On land or sea though it should be
Ten thousand fathoms deep."

In plaintive notes he prophesies his own discovery. He buried his victim in a cave and trod him down with stones but when years had run their weary round the foul deed was discovered and the murderer put to death. Guilt is a "grim chamberlain," even when fingers are not bloody red. Secret sins bring fevered eyes and sleepless nights until men burn out their consciences and become in very deed ripe for the pit. Hypocrisy is a hard game to play at, for it is one deceiver against many observers.

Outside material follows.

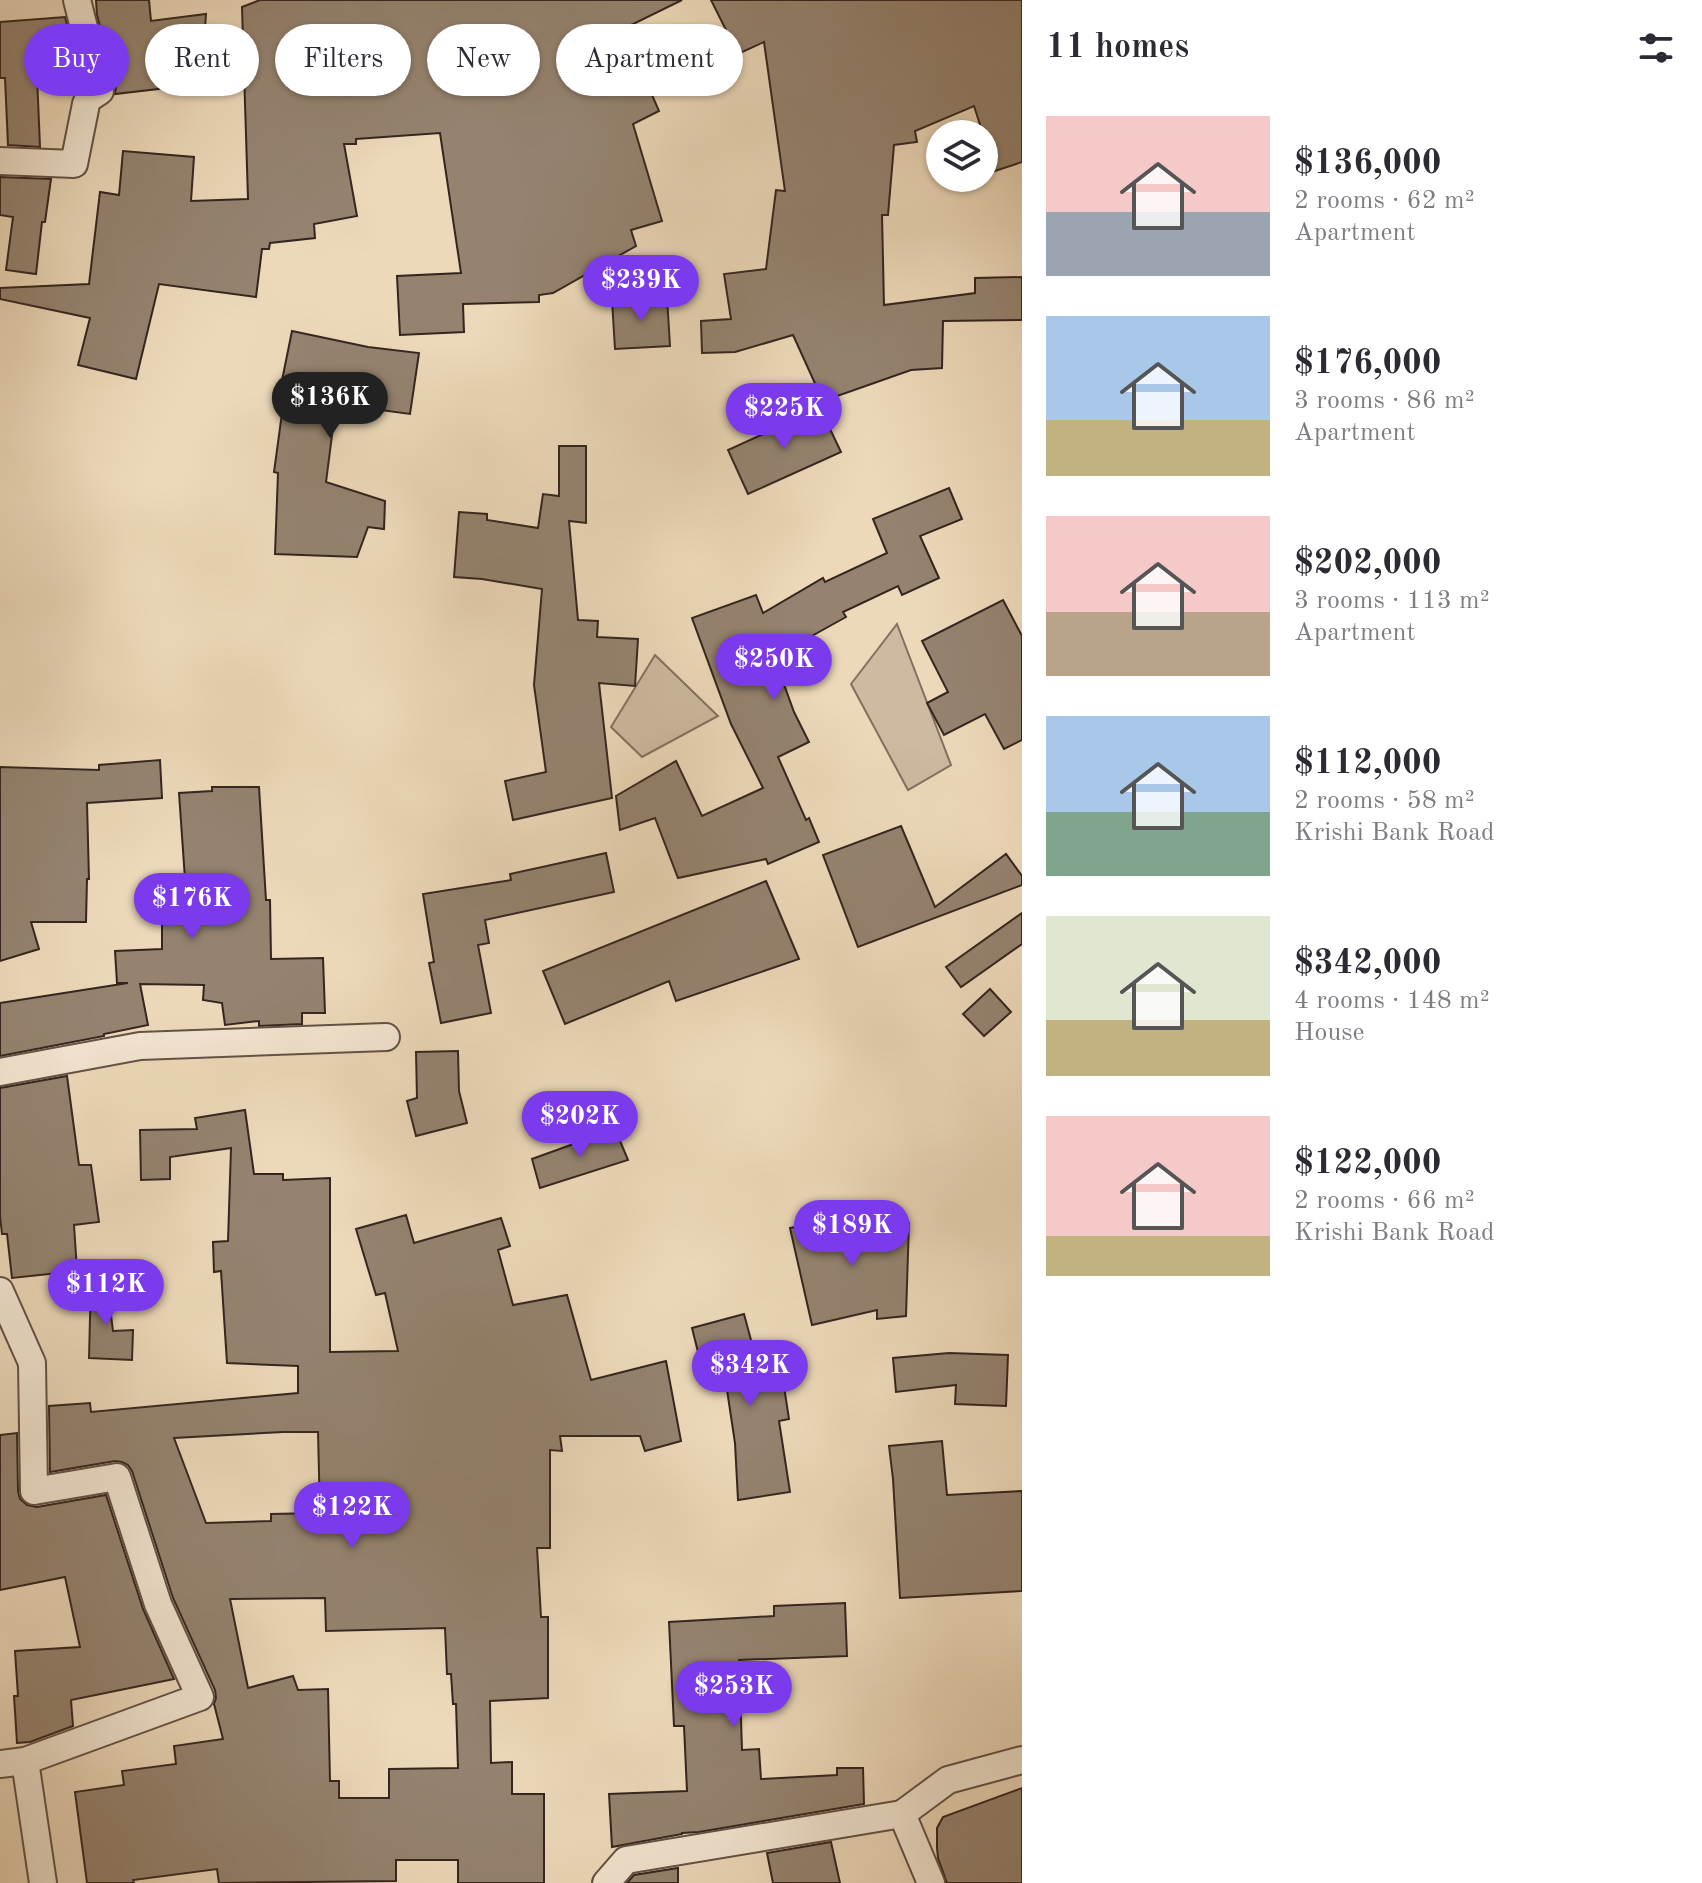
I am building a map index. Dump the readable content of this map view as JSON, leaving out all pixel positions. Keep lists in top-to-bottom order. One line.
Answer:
{"page":{"heading":"11 homes","chip":["Buy","Rent","Filters","New","Apartment"],"list":[{"name":"$136,000","note":"2 rooms · 62 m² · Apartment"},{"name":"$176,000","note":"3 rooms · 86 m² · Apartment"},{"name":"$202,000","note":"3 rooms · 113 m² · Apartment"},{"name":"$112,000","note":"2 rooms · 58 m² · Krishi Bank Road"},{"name":"$342,000","note":"4 rooms · 148 m² · House"},{"name":"$122,000","note":"2 rooms · 66 m² · Krishi Bank Road"}],"price":["$239K","$136K","$225K","$250K","$176K","$202K","$189K","$112K","$342K","$122K","$253K"]}}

And for certain it is a miserable trade, which will earn at last, as its certain climax, a tremendous bankruptcy.

Ah, you who have sinned without discovery, "Be sure your sin will find you out." And remember, it may find you out before long. Sin, like murder, will come out—men will even tell tales about themselves in their dreams. God has sometimes made men so pricked in their consciences that they have been obliged to come forward and confess the crime. Secret sinner! If you want the foretaste of damnation upon earth, continue in your secret sin, for no man is more miserable than he who sins secretly and yet tries to preserve a character.

Yonder stag, followed by the hungry hounds with open mouths, is far more happy than the man who is followed by his sins. Yonder bird, taken in the fowler’s net and laboring to escape, is far more happy than he who has weaved around himself a web of deception and labors to escape from it day by day by making the toils more thick and the web more strong. Oh, the misery of secret sins! Truly, one may pray, "Cleanse me from secret faults."